= Nilofar Suhrawardy =

Indian freelance journalist and author

Nilofar Suhrawardy is an Indian freelance journalist and author. Before taking to freelance journalism, she worked as an Assistant Editor for various leading Indian dailies, including The Times of India, The Pioneer and The Statesman. She spent several years in the United States and specialised in communication studies and nuclear diplomacy.

==Education==
Born to an Indian Muslim family in Allahabad, Uttar Pradesh, she received her education in Delhi and United States. She received schooling from Mater Dei School, Delhi, where she was also active in extra-curricular activities as a debater, volleyball player and other areas. While pursuing graduation in History with honors from St. Stephen's College, Delhi, University of Delhi, she also participated in debates. She subsequently joined the School of International Studies, Jawaharlal Nehru University for Masters. She also secured a M Phil from here for her dissertation on Pakistan's Nuclear Diplomacy. Nilofar moved to the United States, where she earned a master's degree from the School of Journalism and Mass Communication, of the University of Wisconsin–Madison.

==Research==
While in US, she wrote for papers there and also was editor of a monthly Eagle Heights Newsletter. She did research on Ayodhya-controversy at UW–Madison, and wrote the book Ayodhya Without Communal Stamp, In the Name of Indian Secularism (Manak Publishers, 2006). She has been in the field of journalism, while pursuing academics too, by writing actively for weeklies such as Mainstream and many Indian dailies. As a free-lance journalist, she has written extensively for Asian Age, Mainstream, Daily News & Analysis, The Hindustan Times, The Times of India, The Indian Express, The New Indian Express, The Telegraph, The Tribune, The Indian Post, Free Press Journal, World Focus, Indian Currents, Power Politics and other papers/magazines. In addition, she has contributed articles to Asian Affairs & Impact International (UK), Wisconsin State Journal, The Badger Herald, Austin-American Statesman and quarterly journal Aakrosh. She is also a regular contributor to American online magazine CounterPunch and South Asia Journal. She has been informally associated with for most almost two decades with The Arab News (Saudi Arabia), the leading English daily in the Arab World. She covered US presidential elections for Arab News from US (1992–93). She contributes to The Khaleej Times (a prominent English newspaper from UAE), Daily News & Analysis (a reputed Indian newspaper), the Milli Gazette (a fortnightly)[2][3], Etemaad (Urdu daily from Hyderabad) and Inquilab (Urdu daily from India). Her work has been commended for excellence in journalism.

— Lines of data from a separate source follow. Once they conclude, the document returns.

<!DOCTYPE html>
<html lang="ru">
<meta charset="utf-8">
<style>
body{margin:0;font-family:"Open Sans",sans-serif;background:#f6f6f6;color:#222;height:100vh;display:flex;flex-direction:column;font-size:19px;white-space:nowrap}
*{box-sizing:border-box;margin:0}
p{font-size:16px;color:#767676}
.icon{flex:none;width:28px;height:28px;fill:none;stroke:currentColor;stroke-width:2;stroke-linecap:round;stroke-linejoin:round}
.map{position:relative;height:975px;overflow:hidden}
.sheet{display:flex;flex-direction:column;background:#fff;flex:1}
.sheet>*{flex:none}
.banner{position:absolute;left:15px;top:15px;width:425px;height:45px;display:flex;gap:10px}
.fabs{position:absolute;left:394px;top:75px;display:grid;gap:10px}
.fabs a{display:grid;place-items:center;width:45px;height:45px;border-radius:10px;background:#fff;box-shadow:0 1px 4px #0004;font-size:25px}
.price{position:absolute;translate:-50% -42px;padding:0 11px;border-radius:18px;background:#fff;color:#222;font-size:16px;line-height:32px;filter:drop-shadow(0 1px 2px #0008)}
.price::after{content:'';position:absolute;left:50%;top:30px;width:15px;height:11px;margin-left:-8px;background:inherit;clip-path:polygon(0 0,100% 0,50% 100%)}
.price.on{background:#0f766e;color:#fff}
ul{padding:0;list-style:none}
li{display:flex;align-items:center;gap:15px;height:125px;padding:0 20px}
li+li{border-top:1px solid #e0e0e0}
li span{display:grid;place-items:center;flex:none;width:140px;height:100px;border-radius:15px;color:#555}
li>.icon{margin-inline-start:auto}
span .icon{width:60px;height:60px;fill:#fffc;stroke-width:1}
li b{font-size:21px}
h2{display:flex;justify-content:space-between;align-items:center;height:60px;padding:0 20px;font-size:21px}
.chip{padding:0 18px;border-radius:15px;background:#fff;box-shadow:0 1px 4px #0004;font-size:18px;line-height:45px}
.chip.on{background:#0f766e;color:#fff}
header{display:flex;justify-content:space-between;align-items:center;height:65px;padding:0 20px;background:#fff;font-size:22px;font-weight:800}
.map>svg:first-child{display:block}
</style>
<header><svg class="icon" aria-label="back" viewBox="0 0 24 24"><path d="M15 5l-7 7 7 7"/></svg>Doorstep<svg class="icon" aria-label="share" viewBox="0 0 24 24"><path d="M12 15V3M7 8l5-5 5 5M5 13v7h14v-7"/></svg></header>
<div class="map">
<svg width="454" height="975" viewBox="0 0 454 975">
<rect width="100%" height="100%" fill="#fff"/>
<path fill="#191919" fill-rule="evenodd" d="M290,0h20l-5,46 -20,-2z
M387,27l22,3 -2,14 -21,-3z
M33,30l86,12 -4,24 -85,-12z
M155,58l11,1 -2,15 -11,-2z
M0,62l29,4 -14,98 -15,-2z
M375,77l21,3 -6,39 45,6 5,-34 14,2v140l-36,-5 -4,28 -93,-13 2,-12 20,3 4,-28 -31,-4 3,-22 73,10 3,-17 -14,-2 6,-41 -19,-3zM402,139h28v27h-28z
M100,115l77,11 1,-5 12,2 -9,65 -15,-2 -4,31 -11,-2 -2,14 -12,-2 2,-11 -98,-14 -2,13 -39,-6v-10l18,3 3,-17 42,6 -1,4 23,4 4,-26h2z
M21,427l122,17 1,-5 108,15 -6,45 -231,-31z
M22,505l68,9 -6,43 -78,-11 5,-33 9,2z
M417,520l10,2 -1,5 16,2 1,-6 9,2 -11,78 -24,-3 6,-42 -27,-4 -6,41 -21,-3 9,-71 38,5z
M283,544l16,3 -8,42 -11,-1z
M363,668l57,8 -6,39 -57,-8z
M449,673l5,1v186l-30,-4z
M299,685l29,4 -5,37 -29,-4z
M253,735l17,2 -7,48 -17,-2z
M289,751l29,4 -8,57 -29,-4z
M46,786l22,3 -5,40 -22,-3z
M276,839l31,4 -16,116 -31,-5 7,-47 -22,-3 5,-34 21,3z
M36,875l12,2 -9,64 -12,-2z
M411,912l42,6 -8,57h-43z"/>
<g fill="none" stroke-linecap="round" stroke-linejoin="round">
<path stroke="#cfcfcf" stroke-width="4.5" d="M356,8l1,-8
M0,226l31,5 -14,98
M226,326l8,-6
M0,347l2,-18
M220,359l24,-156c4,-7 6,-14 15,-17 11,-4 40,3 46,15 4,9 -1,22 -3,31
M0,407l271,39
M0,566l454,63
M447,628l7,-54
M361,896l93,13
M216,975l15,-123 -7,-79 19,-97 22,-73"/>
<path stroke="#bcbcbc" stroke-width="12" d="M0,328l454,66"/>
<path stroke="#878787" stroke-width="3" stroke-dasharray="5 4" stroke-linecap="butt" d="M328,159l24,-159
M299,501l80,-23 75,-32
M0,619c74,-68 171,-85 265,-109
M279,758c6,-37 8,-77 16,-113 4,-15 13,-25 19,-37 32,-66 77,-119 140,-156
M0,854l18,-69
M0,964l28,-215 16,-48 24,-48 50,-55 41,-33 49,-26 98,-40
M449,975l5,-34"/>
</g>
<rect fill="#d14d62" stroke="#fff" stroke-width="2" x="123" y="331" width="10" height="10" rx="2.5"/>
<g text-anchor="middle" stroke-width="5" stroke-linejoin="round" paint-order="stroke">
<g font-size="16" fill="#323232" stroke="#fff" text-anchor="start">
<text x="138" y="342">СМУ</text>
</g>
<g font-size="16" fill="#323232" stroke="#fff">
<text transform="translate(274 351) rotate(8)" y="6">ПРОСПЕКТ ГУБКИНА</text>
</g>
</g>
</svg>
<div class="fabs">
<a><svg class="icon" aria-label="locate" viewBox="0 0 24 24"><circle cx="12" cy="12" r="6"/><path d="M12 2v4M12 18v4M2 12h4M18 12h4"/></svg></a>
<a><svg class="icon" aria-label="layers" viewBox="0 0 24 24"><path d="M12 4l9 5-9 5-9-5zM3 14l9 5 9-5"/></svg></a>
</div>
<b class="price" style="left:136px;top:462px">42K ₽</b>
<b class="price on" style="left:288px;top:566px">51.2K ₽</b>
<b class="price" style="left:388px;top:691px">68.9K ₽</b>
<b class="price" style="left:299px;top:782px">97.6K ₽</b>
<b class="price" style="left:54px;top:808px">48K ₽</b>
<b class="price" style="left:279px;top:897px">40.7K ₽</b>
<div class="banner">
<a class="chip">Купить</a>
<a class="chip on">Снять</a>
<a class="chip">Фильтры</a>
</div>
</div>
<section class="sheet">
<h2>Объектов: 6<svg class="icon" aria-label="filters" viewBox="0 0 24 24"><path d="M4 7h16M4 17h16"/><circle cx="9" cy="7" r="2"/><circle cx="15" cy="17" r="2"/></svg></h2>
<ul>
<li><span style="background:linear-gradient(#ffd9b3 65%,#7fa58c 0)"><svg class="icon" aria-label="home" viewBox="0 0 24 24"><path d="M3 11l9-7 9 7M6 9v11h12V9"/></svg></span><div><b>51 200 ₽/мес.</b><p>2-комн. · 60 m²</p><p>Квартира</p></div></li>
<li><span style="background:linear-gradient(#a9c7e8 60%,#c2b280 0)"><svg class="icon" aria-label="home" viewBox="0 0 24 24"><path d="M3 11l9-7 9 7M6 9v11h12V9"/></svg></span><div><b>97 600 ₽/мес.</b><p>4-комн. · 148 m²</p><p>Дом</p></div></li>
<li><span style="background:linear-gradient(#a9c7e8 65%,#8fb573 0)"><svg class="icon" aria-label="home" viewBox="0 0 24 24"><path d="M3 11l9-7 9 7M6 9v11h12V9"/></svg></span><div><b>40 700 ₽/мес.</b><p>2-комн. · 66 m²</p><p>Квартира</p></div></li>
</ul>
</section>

Nilofar has written for various radio services and has also been interviewed by radio as well as television services, including the NDTV, AIR, BBC, Voice of America, Doordarshan News Service, Zee News, CNN-IBN news, Sahara TV, E-TV Urdu and others. She has spoken at various national and international seminars on issues linked with role of media, terrorism as well as nuclear diplomacy. Her specialisations include Communications Research and Nuclear Diplomacy. She has been listed in 14th and 15th editions of International Authors and Writers' Who's Who, International Biographical Center, UK.

She is best known for writing pieces on controversial issues[4][5]. She criticised the American media for having labelled the Indian Hindu community as "terrorists" for demolishing the Babari Masjid in 1992 which led to nationwide riots in India. This approach is also marked in the books written by her.

Modi’s Victory, A Lesson for the Congress (2019). Now, it is also available in Amazon's Kindle Format (2020).
The first book on Modi's victory in 2019 parliamentary elections.

Image and Substance, Modi’s First Year in Office (2015).
The first book on Modi in office as the prime minister.

Arab Spring, Not Just a Mirage! (2019)
The first book on Arab Spring published from India.

Ayodhya Without the Communal Stamp, In the Name of Indian Secularism (2006).
The first book on Ayodhya-issue, studying its communal nature and supporting Indian secularism.

Her latest book is a collection of her poetry, This is Love! Poems on Love, Anguish & More (2020). This is in Amazon's Kindle Format.

She is a member of Institute for Defense Studies and Analyses (IDSA).

==Awards and commendations==
- Sowerdi's article "Why we are all not terrorists" published in The Indian Express (10 September 2003) was commended by International Federation of Journalists for Excellence in Journalism Combating Racism and Discrimination in 2004.
- Her regular columns for the Milli Gazette and The Muslim Observer have been rated as their major plus points. Regarding the Milli Gazette, it has been written: "Another hidden gem of MG is ‘Speaking Out’ column by Nilofar Suhrawardy."